**Task goal**
Quote exactly the lines from the start of the entries to the one with "0 4px,transparent 0", both ends included.

● ● ● ● ● ● ●

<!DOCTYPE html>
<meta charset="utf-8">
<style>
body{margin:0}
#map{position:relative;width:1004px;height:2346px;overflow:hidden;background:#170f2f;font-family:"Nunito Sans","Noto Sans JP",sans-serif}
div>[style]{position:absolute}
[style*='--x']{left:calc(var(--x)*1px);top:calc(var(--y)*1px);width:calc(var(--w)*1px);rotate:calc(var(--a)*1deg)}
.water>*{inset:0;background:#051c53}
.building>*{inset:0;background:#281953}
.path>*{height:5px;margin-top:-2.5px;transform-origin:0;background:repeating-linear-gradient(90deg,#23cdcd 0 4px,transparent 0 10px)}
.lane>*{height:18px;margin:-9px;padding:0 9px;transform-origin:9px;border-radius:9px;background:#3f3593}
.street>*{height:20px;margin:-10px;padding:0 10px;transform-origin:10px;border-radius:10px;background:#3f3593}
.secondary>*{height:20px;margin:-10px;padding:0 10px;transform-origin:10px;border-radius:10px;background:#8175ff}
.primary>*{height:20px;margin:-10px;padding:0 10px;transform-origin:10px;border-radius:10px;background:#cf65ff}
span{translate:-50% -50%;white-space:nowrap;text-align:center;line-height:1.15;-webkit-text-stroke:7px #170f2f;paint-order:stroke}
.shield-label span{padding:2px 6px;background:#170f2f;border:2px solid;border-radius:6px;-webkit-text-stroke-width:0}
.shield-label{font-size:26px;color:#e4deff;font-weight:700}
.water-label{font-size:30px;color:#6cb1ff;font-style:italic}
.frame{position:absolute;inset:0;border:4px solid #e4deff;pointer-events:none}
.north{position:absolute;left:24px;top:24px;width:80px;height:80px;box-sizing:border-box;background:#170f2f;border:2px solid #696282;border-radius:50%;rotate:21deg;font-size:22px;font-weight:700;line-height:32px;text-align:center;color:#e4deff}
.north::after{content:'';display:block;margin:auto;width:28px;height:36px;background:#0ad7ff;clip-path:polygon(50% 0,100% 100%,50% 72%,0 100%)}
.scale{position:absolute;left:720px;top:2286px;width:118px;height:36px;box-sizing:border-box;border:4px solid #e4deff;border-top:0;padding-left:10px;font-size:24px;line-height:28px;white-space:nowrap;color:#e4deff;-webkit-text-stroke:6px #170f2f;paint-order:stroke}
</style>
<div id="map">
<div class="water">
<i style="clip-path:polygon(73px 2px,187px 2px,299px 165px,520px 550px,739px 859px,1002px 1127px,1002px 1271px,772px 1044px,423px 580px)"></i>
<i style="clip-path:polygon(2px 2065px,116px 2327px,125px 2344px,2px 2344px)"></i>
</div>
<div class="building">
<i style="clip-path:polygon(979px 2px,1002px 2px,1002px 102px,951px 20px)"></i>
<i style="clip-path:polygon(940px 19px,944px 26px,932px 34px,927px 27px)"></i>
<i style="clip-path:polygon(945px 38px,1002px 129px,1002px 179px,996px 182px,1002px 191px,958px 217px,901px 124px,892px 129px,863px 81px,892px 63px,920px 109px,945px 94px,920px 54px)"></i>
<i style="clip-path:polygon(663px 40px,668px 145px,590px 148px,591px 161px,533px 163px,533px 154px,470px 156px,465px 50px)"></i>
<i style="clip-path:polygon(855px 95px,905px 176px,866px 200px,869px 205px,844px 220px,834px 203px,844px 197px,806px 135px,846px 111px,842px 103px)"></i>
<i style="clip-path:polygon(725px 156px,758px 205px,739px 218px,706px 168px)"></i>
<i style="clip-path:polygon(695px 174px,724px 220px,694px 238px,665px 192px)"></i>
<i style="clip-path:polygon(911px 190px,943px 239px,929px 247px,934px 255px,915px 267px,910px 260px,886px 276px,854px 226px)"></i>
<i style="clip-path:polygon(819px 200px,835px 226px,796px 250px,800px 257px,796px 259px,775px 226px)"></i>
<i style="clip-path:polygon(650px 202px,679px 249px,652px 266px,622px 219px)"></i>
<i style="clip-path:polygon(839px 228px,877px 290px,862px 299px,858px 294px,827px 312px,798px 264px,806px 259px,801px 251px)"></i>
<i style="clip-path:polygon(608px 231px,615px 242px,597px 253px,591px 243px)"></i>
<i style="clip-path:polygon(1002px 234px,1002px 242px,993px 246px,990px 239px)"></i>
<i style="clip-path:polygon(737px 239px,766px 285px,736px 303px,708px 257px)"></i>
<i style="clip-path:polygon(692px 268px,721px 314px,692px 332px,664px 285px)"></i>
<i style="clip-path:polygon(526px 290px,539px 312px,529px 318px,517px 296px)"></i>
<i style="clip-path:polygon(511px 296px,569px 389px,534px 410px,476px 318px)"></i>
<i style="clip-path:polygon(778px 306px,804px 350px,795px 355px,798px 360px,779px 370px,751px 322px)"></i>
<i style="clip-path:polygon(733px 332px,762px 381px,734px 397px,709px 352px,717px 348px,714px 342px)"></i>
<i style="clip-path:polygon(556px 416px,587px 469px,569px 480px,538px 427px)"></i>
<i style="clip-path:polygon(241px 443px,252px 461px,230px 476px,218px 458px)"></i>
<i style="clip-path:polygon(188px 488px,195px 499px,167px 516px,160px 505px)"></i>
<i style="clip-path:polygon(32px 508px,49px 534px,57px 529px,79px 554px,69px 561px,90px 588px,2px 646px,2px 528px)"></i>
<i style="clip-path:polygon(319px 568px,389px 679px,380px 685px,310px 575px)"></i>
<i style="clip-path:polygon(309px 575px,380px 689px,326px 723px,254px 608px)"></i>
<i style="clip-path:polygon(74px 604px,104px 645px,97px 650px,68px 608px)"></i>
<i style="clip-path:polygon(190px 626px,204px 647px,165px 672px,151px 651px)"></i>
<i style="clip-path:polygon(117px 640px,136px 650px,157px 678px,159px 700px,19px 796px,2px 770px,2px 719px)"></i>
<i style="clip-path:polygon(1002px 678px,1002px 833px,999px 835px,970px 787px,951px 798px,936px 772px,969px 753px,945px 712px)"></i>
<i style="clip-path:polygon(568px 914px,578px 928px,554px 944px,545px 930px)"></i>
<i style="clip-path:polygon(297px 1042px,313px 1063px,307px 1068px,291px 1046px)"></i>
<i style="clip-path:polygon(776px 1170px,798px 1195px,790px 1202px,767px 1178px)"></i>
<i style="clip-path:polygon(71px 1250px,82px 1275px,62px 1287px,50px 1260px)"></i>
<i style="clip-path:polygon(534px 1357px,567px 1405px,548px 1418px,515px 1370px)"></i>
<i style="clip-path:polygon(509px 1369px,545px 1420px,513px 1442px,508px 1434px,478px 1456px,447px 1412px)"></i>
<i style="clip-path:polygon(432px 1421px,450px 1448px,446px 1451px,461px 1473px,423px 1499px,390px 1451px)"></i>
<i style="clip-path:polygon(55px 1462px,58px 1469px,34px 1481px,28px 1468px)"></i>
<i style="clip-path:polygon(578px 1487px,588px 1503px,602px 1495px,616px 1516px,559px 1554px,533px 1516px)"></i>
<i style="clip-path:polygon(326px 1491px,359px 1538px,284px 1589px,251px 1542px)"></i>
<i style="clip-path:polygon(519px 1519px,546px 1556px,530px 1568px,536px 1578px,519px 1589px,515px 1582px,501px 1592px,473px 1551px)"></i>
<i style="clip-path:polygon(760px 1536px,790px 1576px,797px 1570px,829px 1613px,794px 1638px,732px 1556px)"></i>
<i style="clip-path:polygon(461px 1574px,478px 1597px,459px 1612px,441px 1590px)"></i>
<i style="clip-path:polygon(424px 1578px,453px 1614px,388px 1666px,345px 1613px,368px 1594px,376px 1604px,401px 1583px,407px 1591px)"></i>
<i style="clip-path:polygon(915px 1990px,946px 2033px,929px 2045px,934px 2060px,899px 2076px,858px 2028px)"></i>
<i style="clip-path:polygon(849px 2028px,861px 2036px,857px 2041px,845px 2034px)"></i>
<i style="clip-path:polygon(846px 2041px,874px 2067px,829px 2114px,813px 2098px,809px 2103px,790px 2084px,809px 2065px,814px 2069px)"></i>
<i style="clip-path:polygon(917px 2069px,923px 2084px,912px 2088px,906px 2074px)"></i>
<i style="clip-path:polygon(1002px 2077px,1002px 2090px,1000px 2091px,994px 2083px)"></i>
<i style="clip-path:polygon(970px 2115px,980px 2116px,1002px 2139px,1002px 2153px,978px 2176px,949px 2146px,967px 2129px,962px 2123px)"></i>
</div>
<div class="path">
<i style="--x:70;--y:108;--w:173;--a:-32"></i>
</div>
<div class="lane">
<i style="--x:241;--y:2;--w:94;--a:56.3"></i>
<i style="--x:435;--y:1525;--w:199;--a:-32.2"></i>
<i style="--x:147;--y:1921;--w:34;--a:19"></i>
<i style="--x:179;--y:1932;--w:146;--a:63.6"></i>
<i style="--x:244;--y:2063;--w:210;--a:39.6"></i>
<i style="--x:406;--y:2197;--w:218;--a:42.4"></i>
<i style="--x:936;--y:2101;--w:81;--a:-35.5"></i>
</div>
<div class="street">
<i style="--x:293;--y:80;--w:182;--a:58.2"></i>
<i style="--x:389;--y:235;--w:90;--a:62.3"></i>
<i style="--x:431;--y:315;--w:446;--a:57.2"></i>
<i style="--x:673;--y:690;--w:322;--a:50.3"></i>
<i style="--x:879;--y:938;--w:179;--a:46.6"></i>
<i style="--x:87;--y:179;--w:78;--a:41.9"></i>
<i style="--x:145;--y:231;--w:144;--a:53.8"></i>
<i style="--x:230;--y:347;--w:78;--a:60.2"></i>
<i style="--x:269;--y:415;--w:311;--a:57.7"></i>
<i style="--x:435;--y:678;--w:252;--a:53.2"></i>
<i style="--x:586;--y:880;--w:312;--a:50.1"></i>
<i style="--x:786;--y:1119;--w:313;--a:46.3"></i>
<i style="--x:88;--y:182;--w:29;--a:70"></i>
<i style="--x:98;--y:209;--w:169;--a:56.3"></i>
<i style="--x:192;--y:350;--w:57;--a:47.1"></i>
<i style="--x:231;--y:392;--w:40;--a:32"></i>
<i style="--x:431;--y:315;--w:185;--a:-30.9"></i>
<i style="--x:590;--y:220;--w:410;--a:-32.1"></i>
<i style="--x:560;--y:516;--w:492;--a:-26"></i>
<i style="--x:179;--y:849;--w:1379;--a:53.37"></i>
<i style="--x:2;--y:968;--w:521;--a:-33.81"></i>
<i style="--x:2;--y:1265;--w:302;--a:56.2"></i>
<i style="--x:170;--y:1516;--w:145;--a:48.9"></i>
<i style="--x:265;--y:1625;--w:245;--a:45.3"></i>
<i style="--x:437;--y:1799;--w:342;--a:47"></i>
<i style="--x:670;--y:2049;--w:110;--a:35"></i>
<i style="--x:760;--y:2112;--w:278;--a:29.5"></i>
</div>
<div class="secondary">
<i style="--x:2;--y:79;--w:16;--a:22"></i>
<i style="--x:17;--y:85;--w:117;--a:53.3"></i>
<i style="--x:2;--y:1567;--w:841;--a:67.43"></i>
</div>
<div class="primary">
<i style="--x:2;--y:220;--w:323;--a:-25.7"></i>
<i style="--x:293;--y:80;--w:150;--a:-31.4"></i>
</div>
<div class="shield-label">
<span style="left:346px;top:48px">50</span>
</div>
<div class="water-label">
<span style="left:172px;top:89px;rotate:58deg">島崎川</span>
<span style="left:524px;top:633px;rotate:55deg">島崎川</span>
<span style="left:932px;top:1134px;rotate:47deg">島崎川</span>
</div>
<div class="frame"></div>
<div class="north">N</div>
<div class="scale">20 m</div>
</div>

● ● ● ● ● ● ●

**Expected answer**
<!DOCTYPE html>
<meta charset="utf-8">
<style>
body{margin:0}
#map{position:relative;width:1004px;height:2346px;overflow:hidden;background:#170f2f;font-family:"Nunito Sans","Noto Sans JP",sans-serif}
div>[style]{position:absolute}
[style*='--x']{left:calc(var(--x)*1px);top:calc(var(--y)*1px);width:calc(var(--w)*1px);rotate:calc(var(--a)*1deg)}
.water>*{inset:0;background:#051c53}
.building>*{inset:0;background:#281953}
.path>*{height:5px;margin-top:-2.5px;transform-origin:0;background:repeating-linear-gradient(90deg,#23cdcd 0 4px,transparent 0 10px)}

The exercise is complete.